Tuesday, October 24, 2017
Book Review: 'Dawn Girl' by Leslie Wolfe
Florida author Leslie Wolfe has assumed the role of the feminine counterpart to the Tom Clancy, Lee Child, Ian Fleming set, proving that indeed women can equal if not surpass the established norm of espionage techno-thrillers. One of the many reasons Leslie makes her novels work is her creation of strong female roles – something her male counterparts have found it difficult to do. Another couple of pluses in her corner are her penetrating interest in both psychology and technology – both of which she employs to fine use in this thriller.
Having read Leslie’s other books, DAWN GIRL whets the appetite for brilliant thriller writing. She simply does not miss a beat from the opening overture to the finale. For example, how many authors can push as much energy into the first paragraphs as this? ‘She made an effort to open her eyes, compelling her heavy eyelids to obey. She swallowed hard, her throat raw and dry, as she urged the wave of nausea to subside. Dizzy and confused, she struggled to gain awareness. Where was she? She felt numb and shaky, unable to move, as if awakening from a deep sleep or a coma. She tried to move her arms, but couldn’t. Something kept her immobilized, but didn’t hurt her. Or maybe she couldn’t feel the pain, not anymore. Her eyes started to adjust to the darkness, enough to distinguish the man moving quietly in the room. His silhouette flooded her foggy brain with a wave of memories. She gasped, feeling her throat constrict and burning tears rolling down her swollen cheeks.’ You sense the tension – but read the entire book in a short period of time to maximize the effect.
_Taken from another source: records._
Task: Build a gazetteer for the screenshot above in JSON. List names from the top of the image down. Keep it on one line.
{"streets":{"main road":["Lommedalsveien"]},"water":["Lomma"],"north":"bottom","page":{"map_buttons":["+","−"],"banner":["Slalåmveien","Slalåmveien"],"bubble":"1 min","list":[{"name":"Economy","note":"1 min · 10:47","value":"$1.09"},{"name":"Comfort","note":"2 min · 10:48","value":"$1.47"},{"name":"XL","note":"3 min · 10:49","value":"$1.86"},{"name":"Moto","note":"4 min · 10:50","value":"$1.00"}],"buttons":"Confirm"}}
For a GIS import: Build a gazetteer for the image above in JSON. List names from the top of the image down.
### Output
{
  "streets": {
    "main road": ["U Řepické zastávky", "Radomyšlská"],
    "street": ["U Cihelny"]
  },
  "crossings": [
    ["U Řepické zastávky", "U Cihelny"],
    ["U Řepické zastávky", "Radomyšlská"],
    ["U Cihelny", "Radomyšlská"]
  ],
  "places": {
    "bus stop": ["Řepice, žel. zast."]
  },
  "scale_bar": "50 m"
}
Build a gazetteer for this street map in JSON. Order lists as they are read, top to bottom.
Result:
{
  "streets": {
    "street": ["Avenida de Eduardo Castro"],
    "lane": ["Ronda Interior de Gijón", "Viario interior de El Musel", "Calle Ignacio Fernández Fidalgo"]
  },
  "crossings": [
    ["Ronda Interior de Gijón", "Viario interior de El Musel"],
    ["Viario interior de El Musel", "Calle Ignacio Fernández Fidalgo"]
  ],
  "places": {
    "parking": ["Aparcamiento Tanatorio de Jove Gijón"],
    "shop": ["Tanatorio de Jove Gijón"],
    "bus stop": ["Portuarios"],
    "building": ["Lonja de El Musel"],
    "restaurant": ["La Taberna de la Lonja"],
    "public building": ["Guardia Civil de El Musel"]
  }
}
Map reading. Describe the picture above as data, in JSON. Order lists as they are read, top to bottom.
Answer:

The PR release sums up the story well: ‘The book introduces the bold, direct, and short-fused FBI Special Agent Tess Winnett in a white-knuckled race to catch a serial killer and rescue his latest victim. FBI Special Agent Tess Winnett searches for answers relentlessly. With each step, each new finding, she uncovers unsettling facts leading to a single possible conclusion: Dawn Girl is not the only victim. Her killer has killed before. Hiding a terrible secret of her own, Special Agent Tess Winnett faces her inmost fears, in a heart-stopping race to catch a killer who’s getting ready to end yet another life. Will she find the killer in time? Will she be able to stop him? At what cost? The rules of the game have changed.
So has the textbook definition of a serial killer.’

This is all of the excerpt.